Mais do que nas configurações de uma rede de morte assistida, esta primeira obra centra-se numa situação de excepção que coloca em causa o pragmatismo da protagonista: o seu novo cliente, um homem de idade avançada, deseja morrer apesar de não ter problemas de saúde. Irene discorda e vê-se obrigada a colocar em causa não só esta rotina de "anjo da morte" mas também as opções que têm vincado a sua vida pessoal.
É precisamente pelo olhar sobre a vida pessoal de uma figura ambígua que "Mel" se demarca do que poderia limitar-se a mais um filme sobre a eutanásia. O tema torna-se incontornável na acção, é certo, mas raramente se impõe às personagens, até porque o dia-a-dia da protagonista não se esgota nessa actividade ilegal - a vertente amorosa, entre o desprendimento da relação actual e a nostalgia pela anterior, não é menos intrigante.

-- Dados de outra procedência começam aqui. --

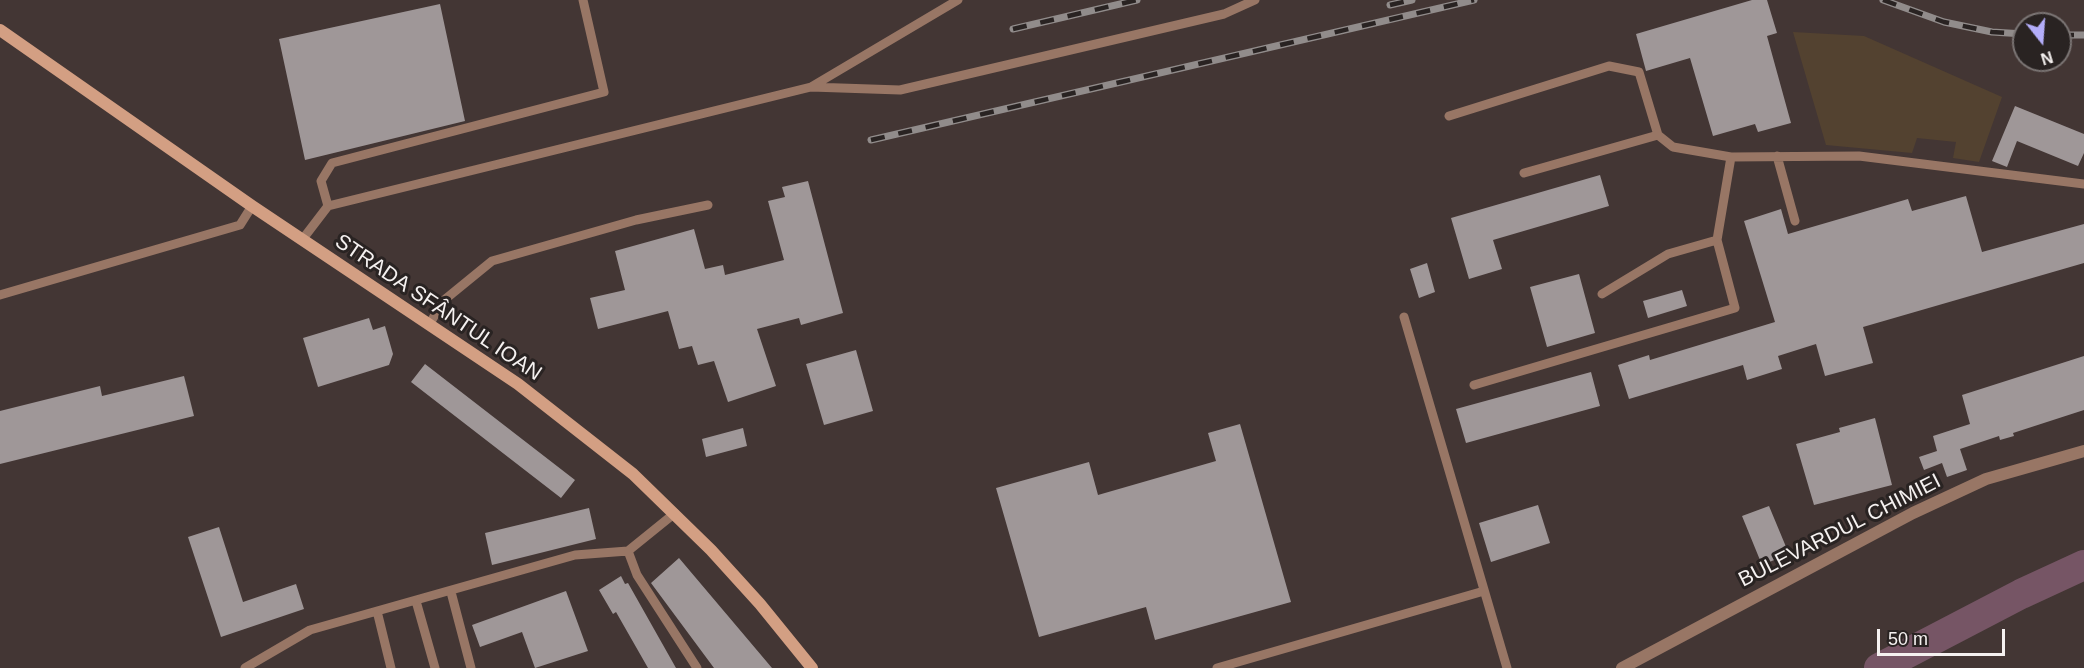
<!DOCTYPE html>
<meta charset="utf-8">
<style>
body{margin:0}
#map{position:relative;width:2084px;height:668px;overflow:hidden;background:#332d2c;font-family:Arial,sans-serif}
canvas{display:block}
.north{position:absolute;left:2012px;top:12px;width:60px;height:60px;box-sizing:border-box;background:#292322;border:2px solid #7b7574;border-radius:50%;rotate:163deg;font-size:16px;font-weight:700;line-height:24px;text-align:center;color:#f5f1f0}
.north::after{content:'';display:block;margin:auto;width:21px;height:27px;background:#b3adf9;clip-path:polygon(50% 0,100% 100%,50% 72%,0 100%)}
.scale{position:absolute;left:1877px;top:629px;width:128px;height:27px;box-sizing:border-box;border:3px solid #f5f1f0;border-top:0;padding-left:8px;font-size:18px;line-height:21px;white-space:nowrap;color:#f5f1f0;-webkit-text-stroke:4px #292322;paint-order:stroke}
</style>
<div id="map">
<canvas width="2084" height="668"></canvas>
<div class="north">N</div>
<div class="scale">50 m</div>
</div>
<script>
const context = document.querySelector('canvas').getContext('2d');
context.lineJoin = 'round';
function fill(path, color) { context.fillStyle = color; context.fill(path, 'evenodd'); }
const shape = rows => new Path2D(rows.map(r => 'M' + r).join(''));
function trace(path, color, width, dash) { context.strokeStyle = color; context.lineWidth = width; context.lineCap = dash ? 'butt' : 'round'; context.setLineDash(dash || []); context.stroke(path); }
function label(font, color, halo, rows, align = 'center') {
  context.font = font + ' Arial,sans-serif'; context.lineWidth = 6; context.setLineDash([]); context.textBaseline = 'middle'; context.strokeStyle = halo; context.fillStyle = color; for (const [text, x, y, turn = 0] of rows) {
    context.save(); context.translate(x, y); context.rotate((+turn || 0) * Math.PI / 180); context.textAlign = isNaN(turn) ? turn : align; if (halo) context.strokeText(text, 0, 0); context.fillText(text, 0, 0); context.restore();
  }
}
fill(shape([
 [0,0,2084,0,2084,668,0,668],
 [2024,24,2060,24,2060,60,2024,60]
]), '#433634');
fill(shape([
 [1793,32,1864,36,2002,97,1979,162,1953,158,1956,142,1917,138,1912,153,1826,145]
]), '#534230');
trace(shape([
 [1879,668,2021,594,2084,565]
]), '#765565', 30);
fill(shape([
 [1752,0,1767,0,1777,33,1767,36,1791,123,1758,132,1755,124,1713,136,1690,58,1646,71,1636,34],
 [440,4,465,121,305,160,279,39],
 [2015,106,2084,134,2084,153,2078,166,2017,141,2007,167,1992,161],
 [1600,175,1609,206,1493,240,1502,269,1469,279,1451,218],
 [808,181,843,313,801,325,799,318,757,329,776,386,728,402,714,361,698,365,692,346,679,349,668,311,598,329,590,298,625,290,615,251,694,229,705,269,723,265,725,275,784,260,768,201,785,197,782,187],
 [1966,196,1982,252,2084,224,2084,263,1863,327,1873,363,1825,376,1816,344,1778,356,1782,369,1747,380,1743,365,1629,399,1618,365,1649,355,1650,360,1775,322,1744,221,1781,209,1788,234,1908,199,1912,211],
 [1427,263,1435,292,1419,298,1410,269],
 [1579,274,1595,333,1547,347,1530,287],
 [1682,290,1687,306,1648,318,1643,301],
 [369,318,373,330,385,326,393,354,389,365,318,387,303,338],
 [856,350,873,411,824,425,806,364],
 [2084,356,2084,410,2013,433,2014,436,2000,440,1999,436,1960,449,1967,470,1947,477,1942,463,1924,470,1919,457,1937,451,1933,436,1970,424,1962,395],
 [425,364,575,480,561,498,411,382],
 [1591,372,1600,406,1466,443,1456,409],
 [184,376,194,416,0,464,0,411,100,386,102,396],
 [1875,418,1892,485,1814,505,1796,444,1840,432,1839,428],
 [1240,424,1291,602,1155,640,1146,607,1039,637,996,488,1089,462,1098,495,1216,461,1208,433],
 [743,428,747,446,706,457,702,439],
 [1538,505,1550,543,1491,562,1479,523],
 [1769,506,1789,554,1762,565,1742,516],
 [589,508,596,539,492,565,485,533],
 [219,527,243,602,296,584,304,609,221,637,188,537],
 [679,558,772,668,714,668,651,583],
 [621,576,625,584,628,583,676,668,648,668,616,612,613,614,599,590],
 [566,591,588,651,535,668,522,632,480,647,472,625]
]), '#9f9798');
trace(shape([
 [811,87,958,0],
 [1449,116,1609,66,1639,72,1658,135,1673,147,1731,157,1859,156,2084,184],
 [1777,156,1795,221],
 [1524,173,1658,135],
 [328,206,811,87,900,90,1224,14,1255,0],
 [302,240,328,206,321,181,332,163,604,92,583,0],
 [1602,294,1668,254,1717,240],
 [0,295,240,225,252,206],
 [1404,317,1507,668],
 [429,325,443,301,492,261,636,220,708,205],
 [1474,385,1735,308,1717,240,1731,157],
 [628,551,637,575,697,668],
 [451,592,471,668],
 [416,601,435,668],
 [377,611,391,668],
 [245,668,310,630,575,555,628,551,675,513],
 [1217,668,1484,591]
]), '#987665', 9);
trace(shape([
 [1622,668,1913,513,1986,479,2084,451]
]), '#987665', 12);
trace(shape([
 [0,30,252,206,518,384,633,474,711,550,760,604,812,668]
]), '#d39f83', 12);
const rail = shape([
 [1883,0,1944,22,1992,32,2024,34],
 [1390,5,1412,0],
 [1013,29,1137,0],
 [2060,35,2084,35],
 [871,140,1474,0]
]);
trace(rail, '#918c8b', 7);
trace(rail, '#292322', 4.5, [14]);
label('21px', '#f5f1f0', '#292322', [
 ["STRADA SFÂNTUL IOAN",438,308,34],
 ["BULEVARDUL CHIMIEI",1840,531,-27]
]);
</script>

Se à frente das câmaras Valeria Golino já se tinha afirmado em filmes como "Rain Man - Encontro de Irmãos", "União de Sangue" ou "Respiro", atrás dá um primeiro passo seguro e promissor. Sem falhas de tom, sem julgamentos morais (deixando-os, ou não, para o espectador), com um sentido atmosférico envolvente na aliança entre imagem e música (da clássica à nova electrónica, sem tiques de videoclip), "Mel" tem ainda entre os atributos o desempenho de Jasmine Trinca, a dar razão a quem reparou nela em "O Quarto do Filho", de Nanni Moretti: aqui encontramo-la talvez menos empática, mas mais enigmática e complexa. Mesmo quando a realizadora não consegue evitar algumas redundâncias ou cenas excessivamente contemplativas (compreensíveis numa estreia), a actriz faz com que o interesse pelo rumo da sua personagem não esmoreça - e ajuda a fazer desta estreia uma obra a espreitar.